Uranus that changes color
Comparing the true color of Uranus taken in 1986 with recent observations, it is clear that Uranus in 1986 is actually slightly greener than Uranus in the early 21st century. The researchers sought to find out why this was the case, so they looked at data from the Lowell Observatory in Arizona from 1950 to 2016 that included the overall brightness of Uranus and Neptune at two wavelengths, green and blue, almost every year.
The color change of Uranus observed by the Hubble Space Telescope. (Photo/CC BY-SA)

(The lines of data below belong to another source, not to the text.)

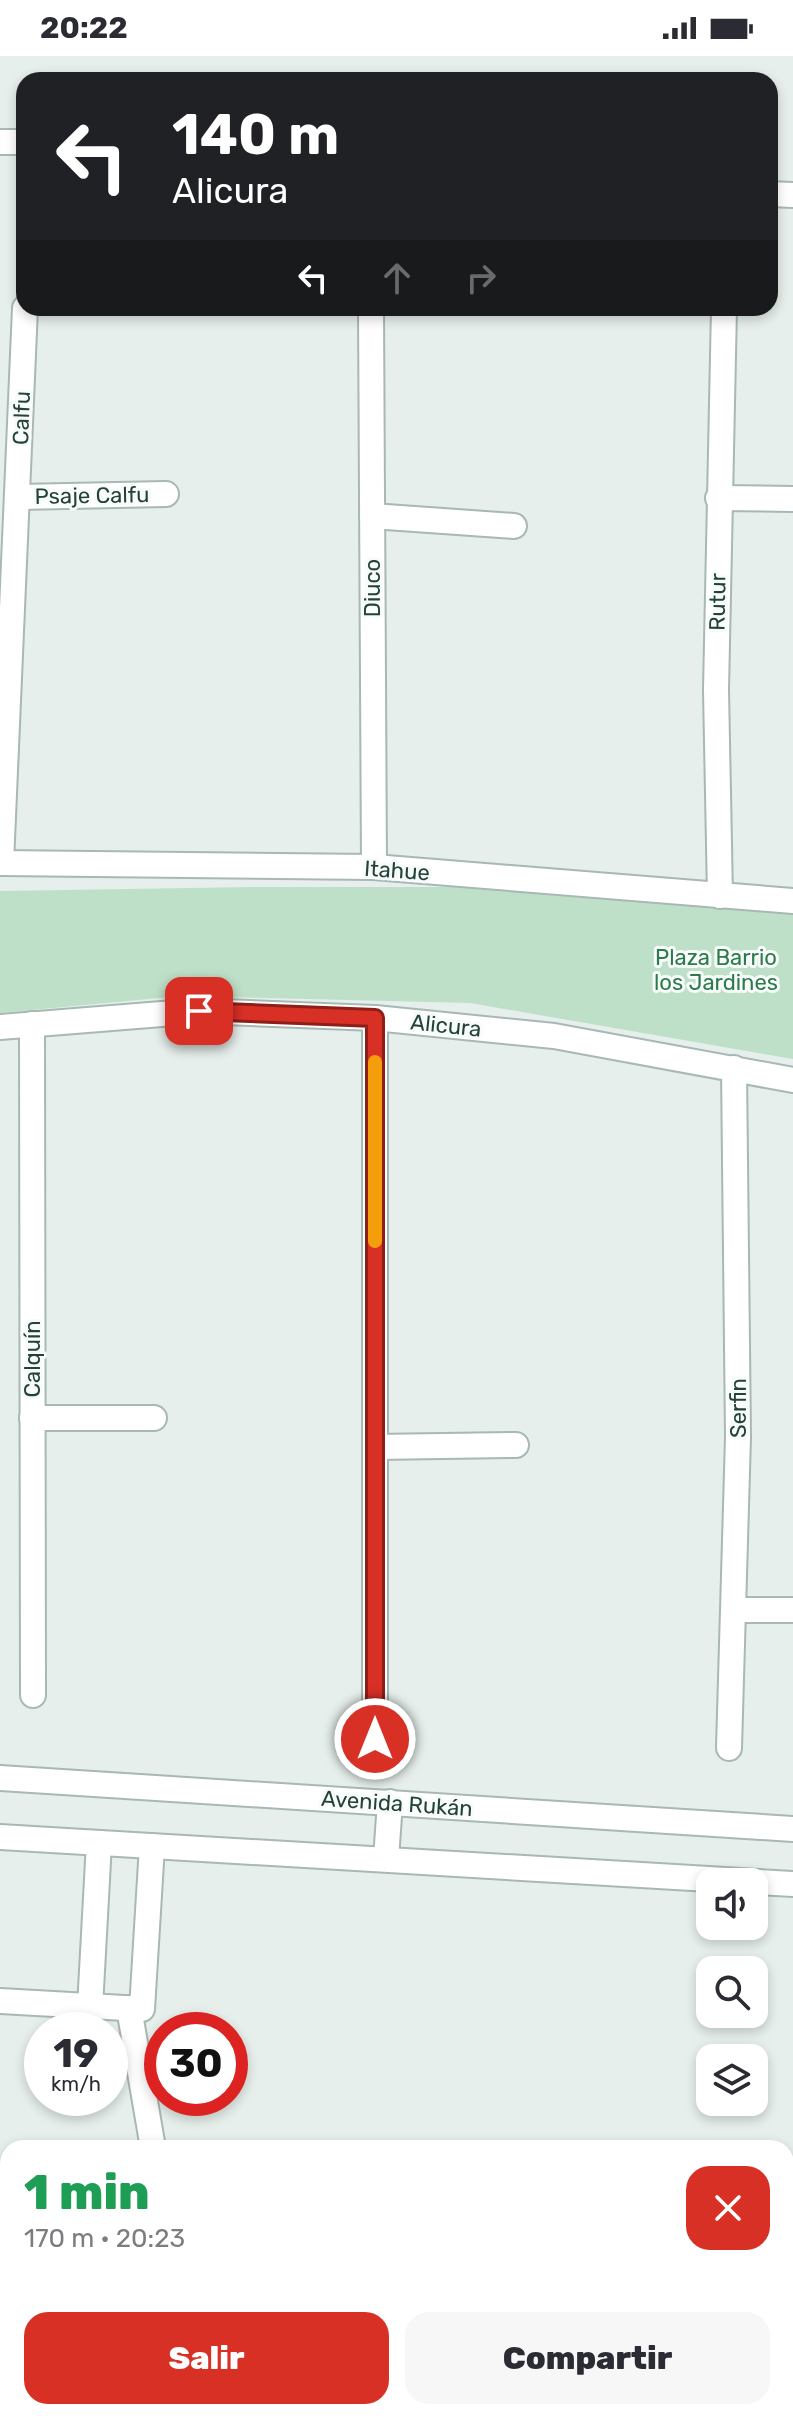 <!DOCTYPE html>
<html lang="es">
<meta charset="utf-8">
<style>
:root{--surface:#fff;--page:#f7f7f7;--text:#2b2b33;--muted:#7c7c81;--accent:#d93025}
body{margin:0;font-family:Rubik,sans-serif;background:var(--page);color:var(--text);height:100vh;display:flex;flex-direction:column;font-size:30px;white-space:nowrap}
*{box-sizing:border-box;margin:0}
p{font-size:26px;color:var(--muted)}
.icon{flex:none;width:44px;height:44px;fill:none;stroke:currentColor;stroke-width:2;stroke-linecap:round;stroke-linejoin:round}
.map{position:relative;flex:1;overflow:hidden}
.drawer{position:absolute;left:0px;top:2084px;width:794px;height:280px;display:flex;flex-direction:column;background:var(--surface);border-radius:24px 24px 0 0;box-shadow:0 4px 12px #0003}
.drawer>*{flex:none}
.top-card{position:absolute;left:16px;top:16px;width:762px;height:244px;border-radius:24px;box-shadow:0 4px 12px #0003;background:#202124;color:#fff;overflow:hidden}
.controls{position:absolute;left:696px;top:1812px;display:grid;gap:16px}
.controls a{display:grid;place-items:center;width:72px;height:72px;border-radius:16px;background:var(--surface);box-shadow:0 4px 12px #0003;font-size:40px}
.speed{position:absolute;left:24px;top:1956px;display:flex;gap:16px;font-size:40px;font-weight:700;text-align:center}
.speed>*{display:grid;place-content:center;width:104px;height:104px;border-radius:50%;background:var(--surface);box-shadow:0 4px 12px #0003;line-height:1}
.speed small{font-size:20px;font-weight:400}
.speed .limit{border:12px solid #d22;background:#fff;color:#111}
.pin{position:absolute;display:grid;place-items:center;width:68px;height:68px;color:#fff;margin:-34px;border-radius:16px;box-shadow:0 4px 12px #0006}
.me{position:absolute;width:88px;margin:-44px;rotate:0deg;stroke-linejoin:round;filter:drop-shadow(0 0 6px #0008)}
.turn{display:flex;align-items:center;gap:28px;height:168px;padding:0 24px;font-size:36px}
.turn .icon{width:104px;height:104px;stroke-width:2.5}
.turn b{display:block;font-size:56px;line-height:68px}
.lanes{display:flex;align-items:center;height:76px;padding:0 24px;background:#0003;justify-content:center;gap:40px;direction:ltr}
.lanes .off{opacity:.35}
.round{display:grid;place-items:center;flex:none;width:84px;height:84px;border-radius:24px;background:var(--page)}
.summary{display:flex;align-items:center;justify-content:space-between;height:136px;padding:0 24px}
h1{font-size:48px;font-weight:800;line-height:60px;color:#1e9e55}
.button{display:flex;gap:16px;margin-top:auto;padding:16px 24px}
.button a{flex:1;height:92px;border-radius:24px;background:var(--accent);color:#fff;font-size:32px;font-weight:800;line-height:92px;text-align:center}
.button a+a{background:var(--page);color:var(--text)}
.status{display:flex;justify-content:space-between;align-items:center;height:56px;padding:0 40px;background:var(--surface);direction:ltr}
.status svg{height:22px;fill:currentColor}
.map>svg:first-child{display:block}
</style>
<div class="status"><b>20:22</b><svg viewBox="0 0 49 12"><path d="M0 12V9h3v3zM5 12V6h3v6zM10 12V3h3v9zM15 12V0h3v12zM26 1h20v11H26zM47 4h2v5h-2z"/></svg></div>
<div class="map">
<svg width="793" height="2364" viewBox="0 0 793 2364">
<rect width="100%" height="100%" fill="#e6efeb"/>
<path fill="#bfe0c8" d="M252,831H613L793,846V1003L470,947L181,940L0,957V835Z"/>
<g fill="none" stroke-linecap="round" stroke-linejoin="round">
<defs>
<g id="street">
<path d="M0,86H24"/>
<path d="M770,138L793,139"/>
<path d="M371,252L374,811"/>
<path d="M18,441L166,438"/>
<path d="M718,442L793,443"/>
<path d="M372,460L514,470"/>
<path d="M0,807L374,811L793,845"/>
<path d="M1,807L25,252"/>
<path d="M720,840L716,634L724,252"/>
<path d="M32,968L33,1639"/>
<path d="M0,971L199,955L375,962L554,980L793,1024"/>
<path d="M32,1362H154"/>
<path d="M375,1391L516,1389"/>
<path d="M735,1554H793"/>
<path d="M375,1683V962"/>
<path d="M729,1692L738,1381L734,1012"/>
<path d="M0,1722L793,1773"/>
<path d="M0,1781L793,1828"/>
<path d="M386,1803L390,1746"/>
<path d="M0,1945L142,1953L152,1790"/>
<path d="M90,1951L99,1787"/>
<path d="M129,1952L153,2092"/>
<path d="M0,2225H4"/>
<path d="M154,2364L155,2356"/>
</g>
</defs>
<use href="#street" stroke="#a8b8b2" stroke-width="28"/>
<use href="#street" stroke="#fff" stroke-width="24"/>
</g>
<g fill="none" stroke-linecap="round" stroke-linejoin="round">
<defs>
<path id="route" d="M199,955L375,962V1683"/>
</defs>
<use href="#route" stroke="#8d1f18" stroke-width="20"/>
<use href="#route" stroke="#d93025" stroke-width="14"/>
<path stroke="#f59e0b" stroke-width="14" d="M375,1006V1185"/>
</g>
<g text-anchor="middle" stroke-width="6" stroke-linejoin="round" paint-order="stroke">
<g font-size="22" fill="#24423a" stroke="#f7fbf9">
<text transform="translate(21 362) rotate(-88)" y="8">Calfu</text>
<text transform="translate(92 439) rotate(-1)" y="8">Psaje Calfu</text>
<text transform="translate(372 532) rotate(-90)" y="8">Diuco</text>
<text transform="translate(717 546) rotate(-89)" y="8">Rutur</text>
<text transform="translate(397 814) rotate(4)" y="8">Itahue</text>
<text transform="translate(446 969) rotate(6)" y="8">Alicura</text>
<text transform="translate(32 1303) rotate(-90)" y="8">Calquín</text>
<text transform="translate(738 1352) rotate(-90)" y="8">Serfin</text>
<text transform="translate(397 1747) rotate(4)" y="8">Avenida Rukán</text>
</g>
<g font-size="22" fill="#2d7a4b" stroke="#f7fbf9">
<text x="716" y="909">Plaza Barrio<tspan x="716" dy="25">los Jardines</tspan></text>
</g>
</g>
</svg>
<div class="controls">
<a><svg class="icon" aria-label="sound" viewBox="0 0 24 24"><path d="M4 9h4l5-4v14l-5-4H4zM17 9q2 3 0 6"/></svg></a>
<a><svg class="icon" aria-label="search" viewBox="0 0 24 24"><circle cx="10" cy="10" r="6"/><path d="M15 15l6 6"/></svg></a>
<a><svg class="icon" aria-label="layers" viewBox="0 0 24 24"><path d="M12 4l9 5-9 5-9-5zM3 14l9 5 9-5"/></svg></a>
</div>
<div class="speed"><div>19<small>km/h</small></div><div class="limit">30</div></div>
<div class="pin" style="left:199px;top:955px;background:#d93025"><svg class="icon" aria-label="arrive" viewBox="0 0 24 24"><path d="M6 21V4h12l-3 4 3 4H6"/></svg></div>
<svg class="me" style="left:375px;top:1683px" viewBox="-20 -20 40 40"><circle r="17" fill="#d93025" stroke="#fff" stroke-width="3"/><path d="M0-11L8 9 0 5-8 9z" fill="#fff"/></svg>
<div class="top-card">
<div class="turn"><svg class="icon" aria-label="left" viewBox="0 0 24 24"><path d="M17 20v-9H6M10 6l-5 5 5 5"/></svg><div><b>140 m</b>Alicura</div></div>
<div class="lanes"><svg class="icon" aria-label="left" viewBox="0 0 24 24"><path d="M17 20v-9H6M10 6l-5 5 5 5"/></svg><svg class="icon off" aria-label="ahead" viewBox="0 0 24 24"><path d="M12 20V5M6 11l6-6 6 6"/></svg><svg class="icon off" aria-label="right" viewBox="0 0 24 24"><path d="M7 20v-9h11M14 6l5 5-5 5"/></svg></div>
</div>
<section class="drawer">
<div class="summary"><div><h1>1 min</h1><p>170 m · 20:23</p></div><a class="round" style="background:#d93025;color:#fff"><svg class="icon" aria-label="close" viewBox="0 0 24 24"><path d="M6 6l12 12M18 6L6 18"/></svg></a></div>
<div class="button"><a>Salir</a><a>Compartir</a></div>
</section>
</div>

They found that Uranus does change color, and that it is greener at the solstice than at the equinox. This color change is partly due to Uranus' 84-year orbital cycle, when its spin direction was almost sideways. This means that at the solstice of this planet, its north or south pole points almost directly to the Sun and Earth. Thus, the extreme yellow latitude dominates the total reflectance.
To do this, the researchers developed a model that compares the spectra of Uranus' polar regions with those of the equatorial regions. They found that the polar regions reflected more strongly at the wavelengths of the green and red parts than the blue wavelengths, in part because the methane content near the polar regions was half that of the equator.
However, this does not fully explain the change in color. To match the Lowell Observatory data, the researchers believe that an additional layer of haze would need to be added during the summer months as a correction. The revised model can largely reproduce Lowell's observations, explaining how Uranus's overall color changes during its orbit around the Sun.
Remember the truth
In fact, regarding the difference in Uranus and Neptune's colors, the Voyager 2 imaging team annotated the caption when the image was released. However, since the purpose of these images is to represent the achievements of astronomical missions, it would be "sensible" to highlight these discoveries with enhanced images, rather than showing them in "real" colors where some of the planet's features have been diluted.
However, as time went on, this episode in the process was gradually forgotten. Now, most people accept that Neptune is much bluer than Uranus, and that's not true.